:: Records for processing

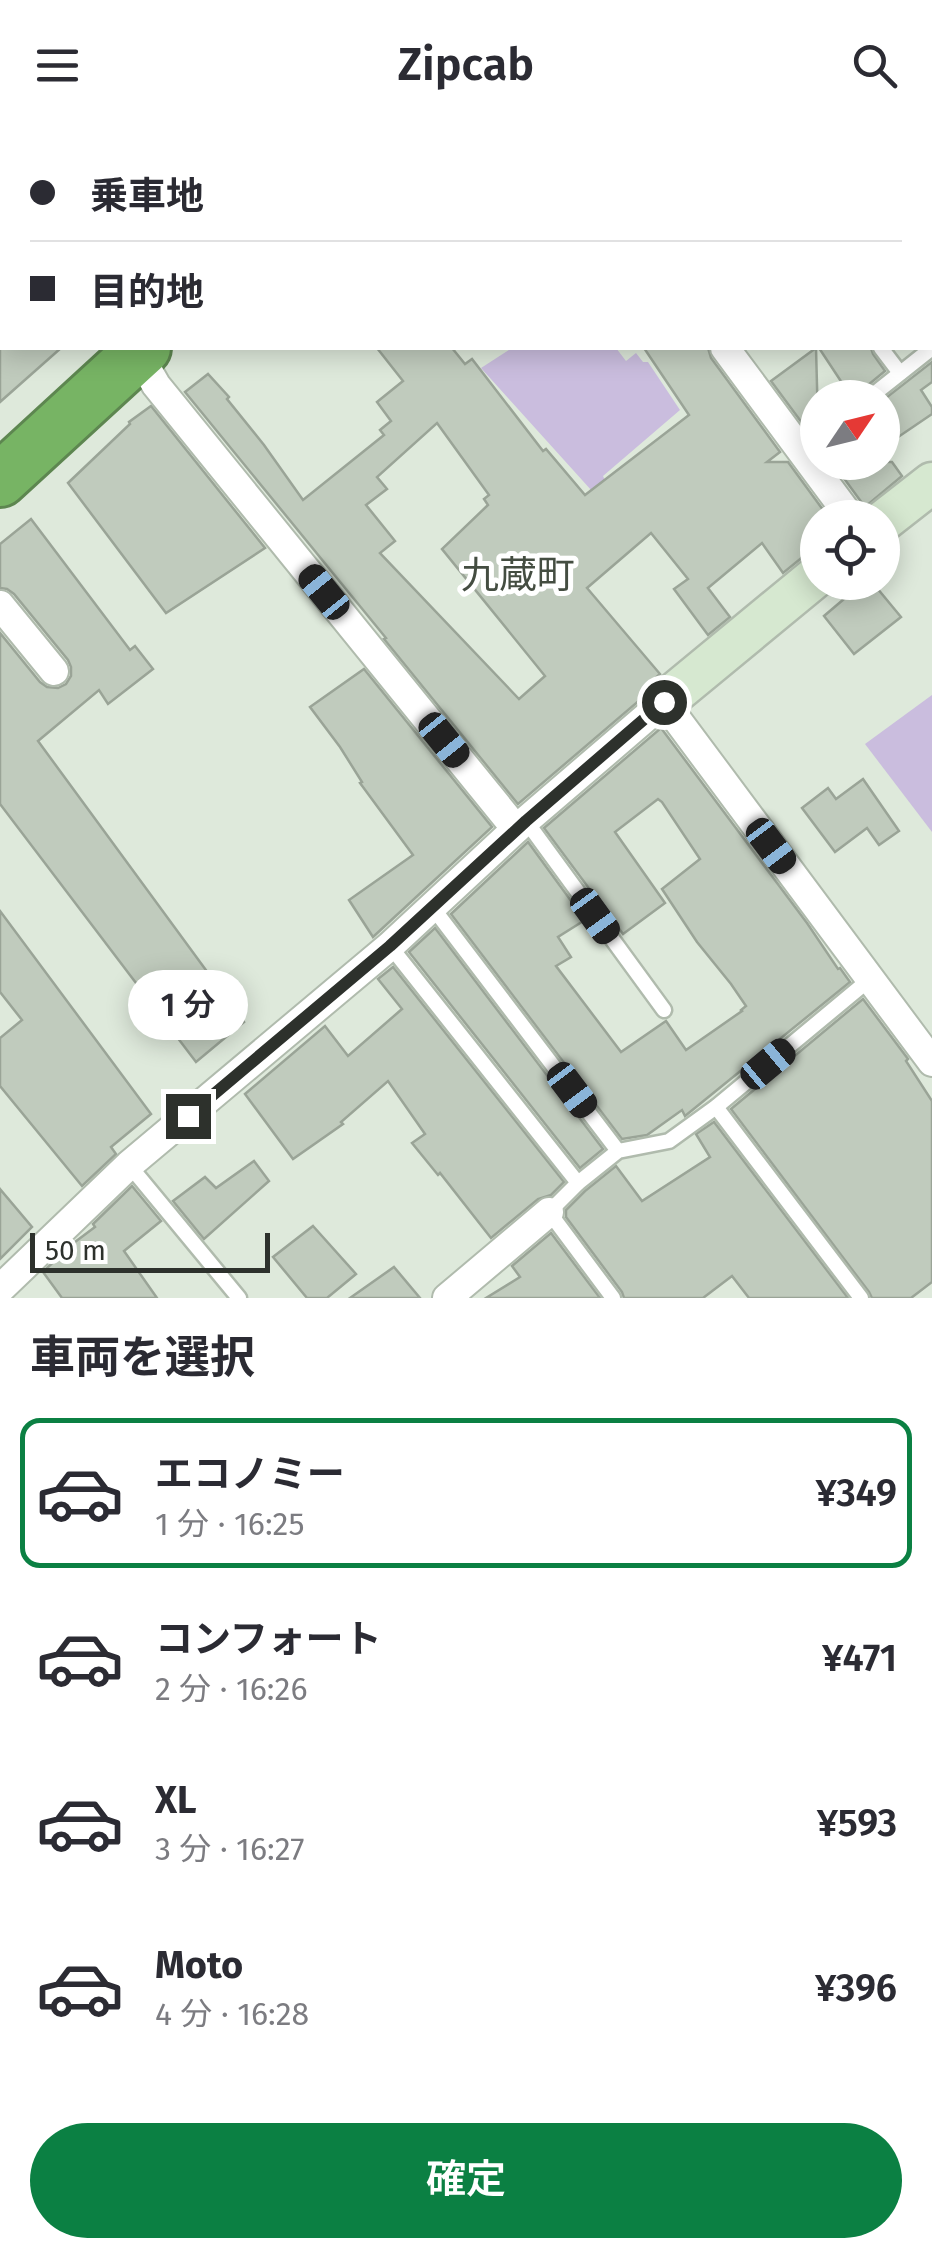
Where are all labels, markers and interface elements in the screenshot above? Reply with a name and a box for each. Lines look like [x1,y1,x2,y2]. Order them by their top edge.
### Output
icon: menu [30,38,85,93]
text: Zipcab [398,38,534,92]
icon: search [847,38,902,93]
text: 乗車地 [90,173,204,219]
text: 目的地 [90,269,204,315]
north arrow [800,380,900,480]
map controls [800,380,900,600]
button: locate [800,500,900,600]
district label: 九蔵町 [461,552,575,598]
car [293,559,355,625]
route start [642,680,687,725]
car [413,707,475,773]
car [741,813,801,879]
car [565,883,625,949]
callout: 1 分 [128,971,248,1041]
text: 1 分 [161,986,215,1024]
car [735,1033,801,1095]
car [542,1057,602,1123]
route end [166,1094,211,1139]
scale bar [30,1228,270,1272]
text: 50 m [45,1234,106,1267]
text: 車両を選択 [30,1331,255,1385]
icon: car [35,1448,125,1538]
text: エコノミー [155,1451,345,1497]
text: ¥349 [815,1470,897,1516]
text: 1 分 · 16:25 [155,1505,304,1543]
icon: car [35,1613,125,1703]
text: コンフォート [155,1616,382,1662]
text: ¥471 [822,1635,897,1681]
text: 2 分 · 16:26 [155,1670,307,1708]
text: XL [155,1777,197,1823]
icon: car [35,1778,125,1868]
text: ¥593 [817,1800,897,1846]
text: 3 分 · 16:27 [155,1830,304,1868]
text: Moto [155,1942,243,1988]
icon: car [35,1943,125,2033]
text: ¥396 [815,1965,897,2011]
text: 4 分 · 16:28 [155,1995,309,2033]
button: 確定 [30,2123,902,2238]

::::
:: Records for processing

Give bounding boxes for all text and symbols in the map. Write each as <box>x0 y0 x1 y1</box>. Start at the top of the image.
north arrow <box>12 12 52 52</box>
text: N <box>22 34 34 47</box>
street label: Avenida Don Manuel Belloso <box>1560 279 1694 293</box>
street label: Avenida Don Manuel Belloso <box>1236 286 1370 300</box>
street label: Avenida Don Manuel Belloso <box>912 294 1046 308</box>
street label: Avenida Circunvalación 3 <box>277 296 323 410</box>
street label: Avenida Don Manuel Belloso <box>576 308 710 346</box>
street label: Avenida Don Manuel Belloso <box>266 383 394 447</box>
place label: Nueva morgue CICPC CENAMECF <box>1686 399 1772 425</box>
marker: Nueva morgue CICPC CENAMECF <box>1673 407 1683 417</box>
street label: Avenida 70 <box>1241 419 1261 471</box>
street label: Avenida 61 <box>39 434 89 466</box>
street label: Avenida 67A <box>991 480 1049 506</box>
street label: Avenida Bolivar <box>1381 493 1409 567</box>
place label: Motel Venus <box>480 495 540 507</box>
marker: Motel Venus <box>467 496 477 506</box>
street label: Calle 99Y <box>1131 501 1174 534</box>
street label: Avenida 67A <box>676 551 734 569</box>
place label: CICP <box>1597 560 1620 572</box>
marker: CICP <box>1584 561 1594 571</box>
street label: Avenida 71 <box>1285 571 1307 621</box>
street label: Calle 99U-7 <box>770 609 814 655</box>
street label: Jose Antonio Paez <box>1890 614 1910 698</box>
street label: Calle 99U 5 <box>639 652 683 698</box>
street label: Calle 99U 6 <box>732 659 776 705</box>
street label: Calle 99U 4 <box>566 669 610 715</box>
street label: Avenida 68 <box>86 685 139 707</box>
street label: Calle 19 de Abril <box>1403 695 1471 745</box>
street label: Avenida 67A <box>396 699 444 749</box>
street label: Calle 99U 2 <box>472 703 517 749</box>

::::

Search the data above for the word "CENAMECF". Copy each line it is in.

place label: Nueva morgue CICPC CENAMECF <box>1686 399 1772 425</box>
marker: Nueva morgue CICPC CENAMECF <box>1673 407 1683 417</box>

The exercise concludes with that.